À l’approche du prochain « Sommet de la Terre » (voir notre dossier), les pays de l’OCDE et la Fédération de Russie ont également adopté des Conclusions politiques à l’intention de la Conférence Rio+20 dans lesquelles ils relèvent la contribution des travaux de l’OCDE sur la croissance verte aux discussions sur « l’économie verte dans le contexte de l’éradication de la pauvreté », un des deux thèmes de Rio +20. Cette déclaration met en relief la panoplie d’instruments développés par l’OCDE pour faciliter et mesurer la transition vers une croissance sobre en ressources. Les ministres espèrent notamment que Rio +20 sera l’occasion de recueillir une vaste adhésion en faveur des « indicateurs de la croissance verte » élaborés par l’organisation en vue de compléter le PIB. Par ailleurs, en réponse aux appréhensions de certains pays qui craignent l’instauration de mesures de « protectionnisme vert », les ministres s’engagent à faire en sorte que la croissance verte, le libre-échange et la liberté d’investissement se renforcent mutuellement. Nonobstant, ils conviennent qu’il faut éviter le transfert de productions polluantes vers des pays appliquant des réglementations moins strictes. À cette fin, ils s’accordent sur la pertinence de renforcer la coopération internationale pour favoriser la production faible en ressources dans tous les pays.

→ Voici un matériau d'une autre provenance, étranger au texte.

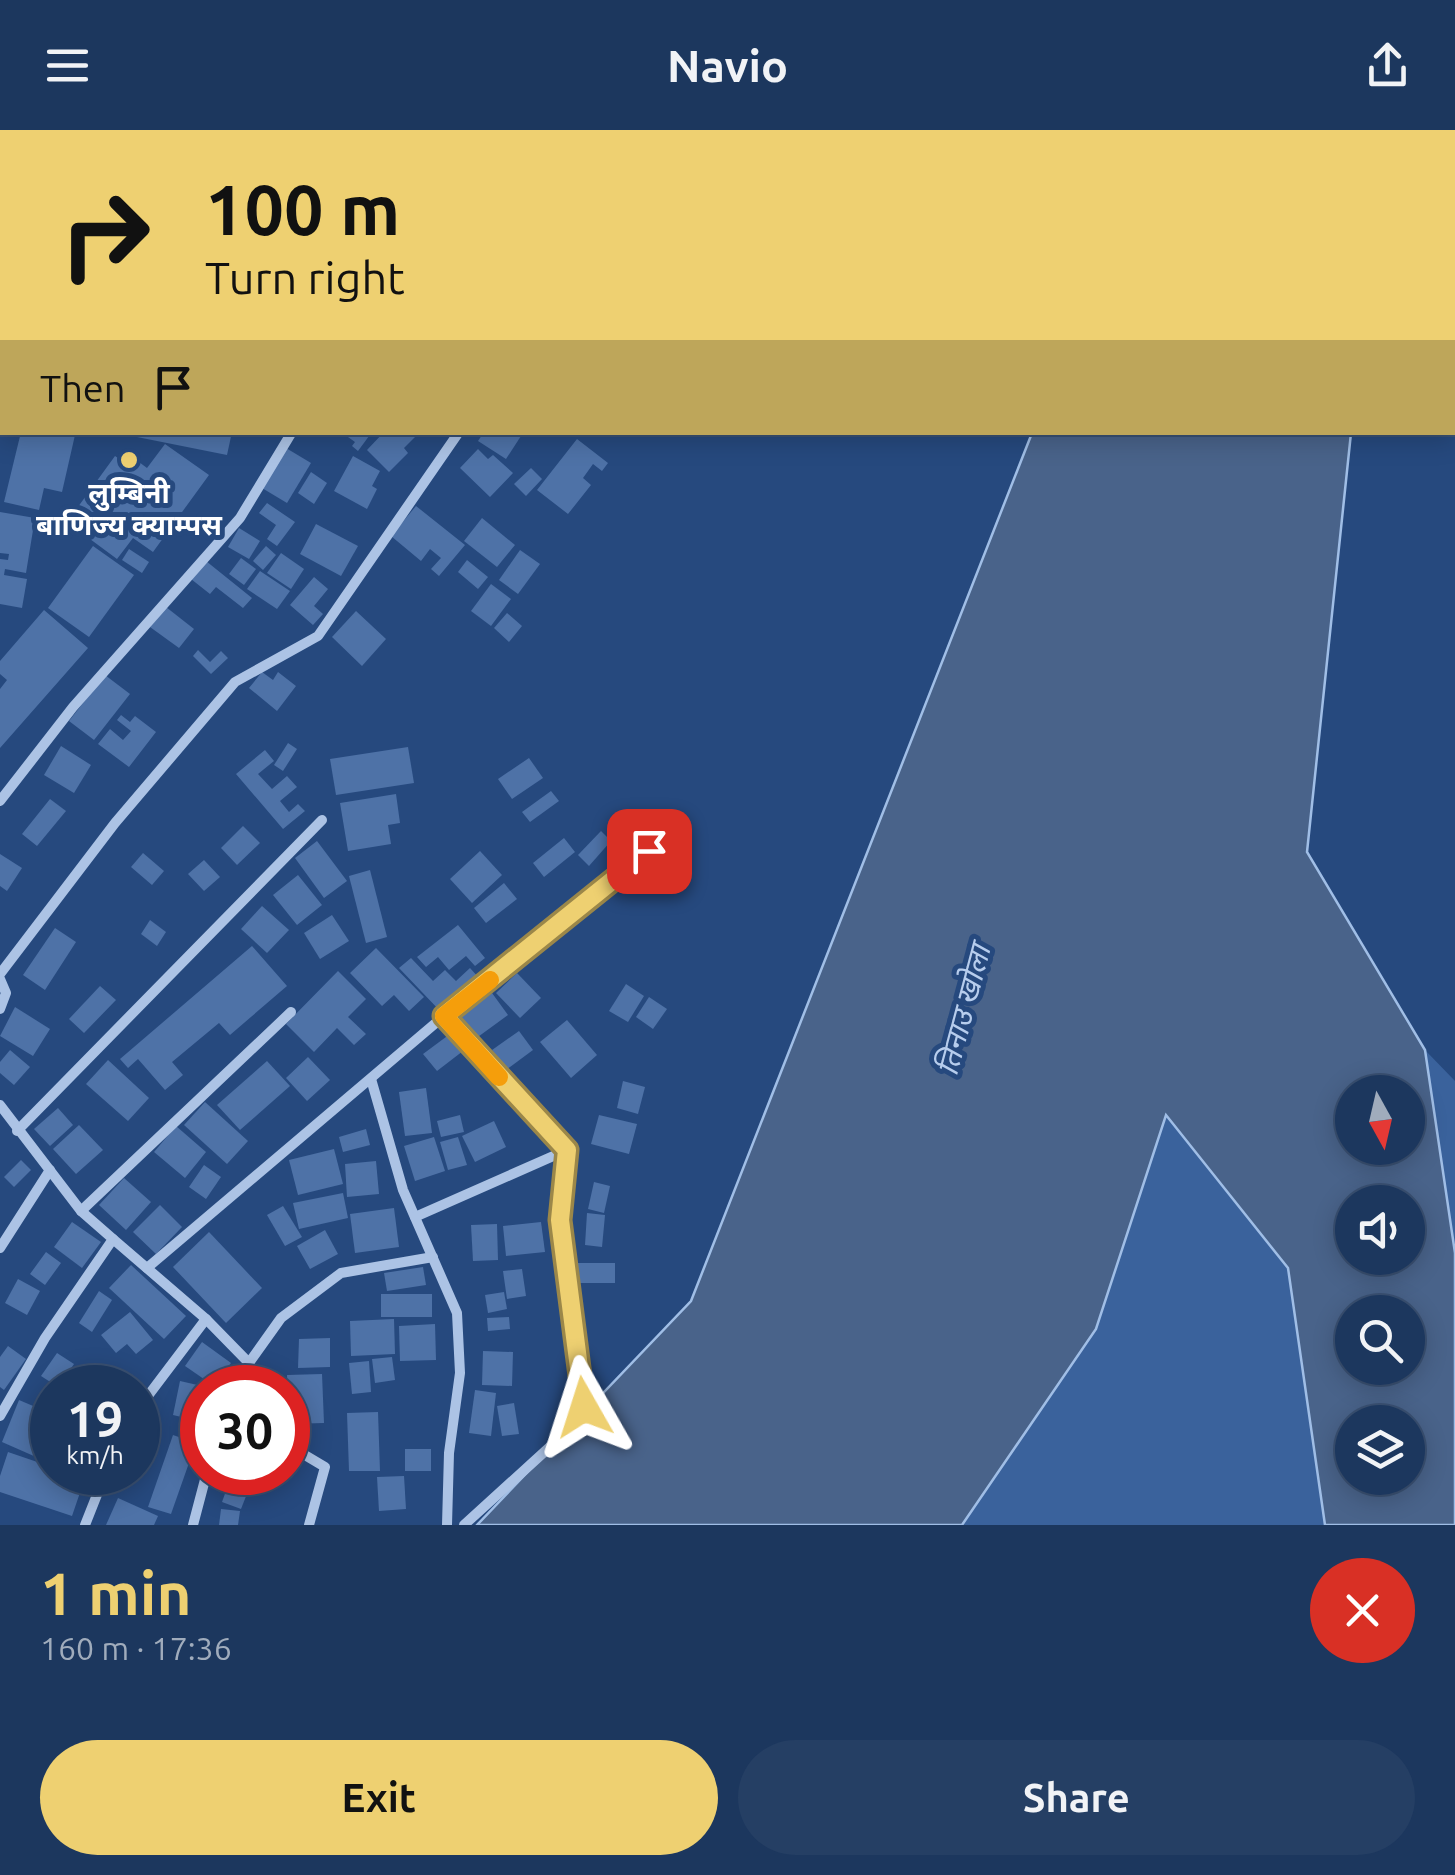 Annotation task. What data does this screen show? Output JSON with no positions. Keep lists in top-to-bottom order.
{
  "water": ["तिनाउ खोला"],
  "places": ["लुम्बिनी बाणिज्य क्याम्पस"],
  "north": "bottom",
  "page": {
    "header": "Navio",
    "turn": ["100 m", "Turn right"],
    "then": "Then",
    "speed": "19 km/h",
    "limit": "30",
    "heading": ["1 min", "160 m · 17:36"],
    "buttons": ["Exit", "Share"]
  }
}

Les ministres ont également discuté des domaines d’action prioritaires à la lumière du rapport Perspectives de l’environnement de l’OCDE à l’horizon 2050 (ou OCDE Environment Outlook to 2050, en anglais) qui explore les conséquences du business-as-usual et identifie les politiques susceptibles d’améliorer ces perspectives. À cet effet, plusieurs ministres ont invité l’OCDE à poursuivre l’élaboration d’indicateurs de croissances verte et ses travaux sur la mesure du bien-être et du progrès (voir l’indicateur du Vivre mieux).

Même si des lacunes subsistent dans nos connaissances scientifiques, les ministres admettent qu’il existe des « points de basculement » au-delà desquels les changements préjudiciables aux écosystèmes peuvent devenir irréversibles. Du coup, ils estiment qu’on ne peut plus attendre des « certitudes scientifiques absolues » pour fonder les politiques sur la science. Pour contribuer à une prise de décision éclairée, les ministres recommandent, notamment : d’appuyer l’éducation, la recherche et l’innovation ; de promouvoir l’adoption de processus participatifs engageant les gouvernements, les scientifiques et le public ; et de transmettre au public une information accessible qui encourage l’action.

Enfin, les discussions ont fait le point sur la 4e table ronde de l’OCDE des maires et des ministres (Chicago, 8 et 9 mars 2012), dont un important résultat est l’approbation de la Proposition de Chicago pour le financement des villes durables qui recommande l’élaboration d’un cadre de gouvernance intégré pour le développement des services de base et le traitement des questions environnementales, incluant l’adaptation aux changements climatiques, la réduction des risques de catastrophe et la planification de la résilience.

Sources
OCDE. Page de la réunion.
OCDE. Résumé des présidents.
OCDE. Conclusions politiques à l’intention de la Conférence Rio+20.
OCDE. Message au Conseil sur la mise en œuvre de la Stratégie de l’environnement pour les 10 premières années du 21e siècle.
OCDE. Stratégie de l’environnement de l’OCDE pour les 10 premières années du 21e siècle.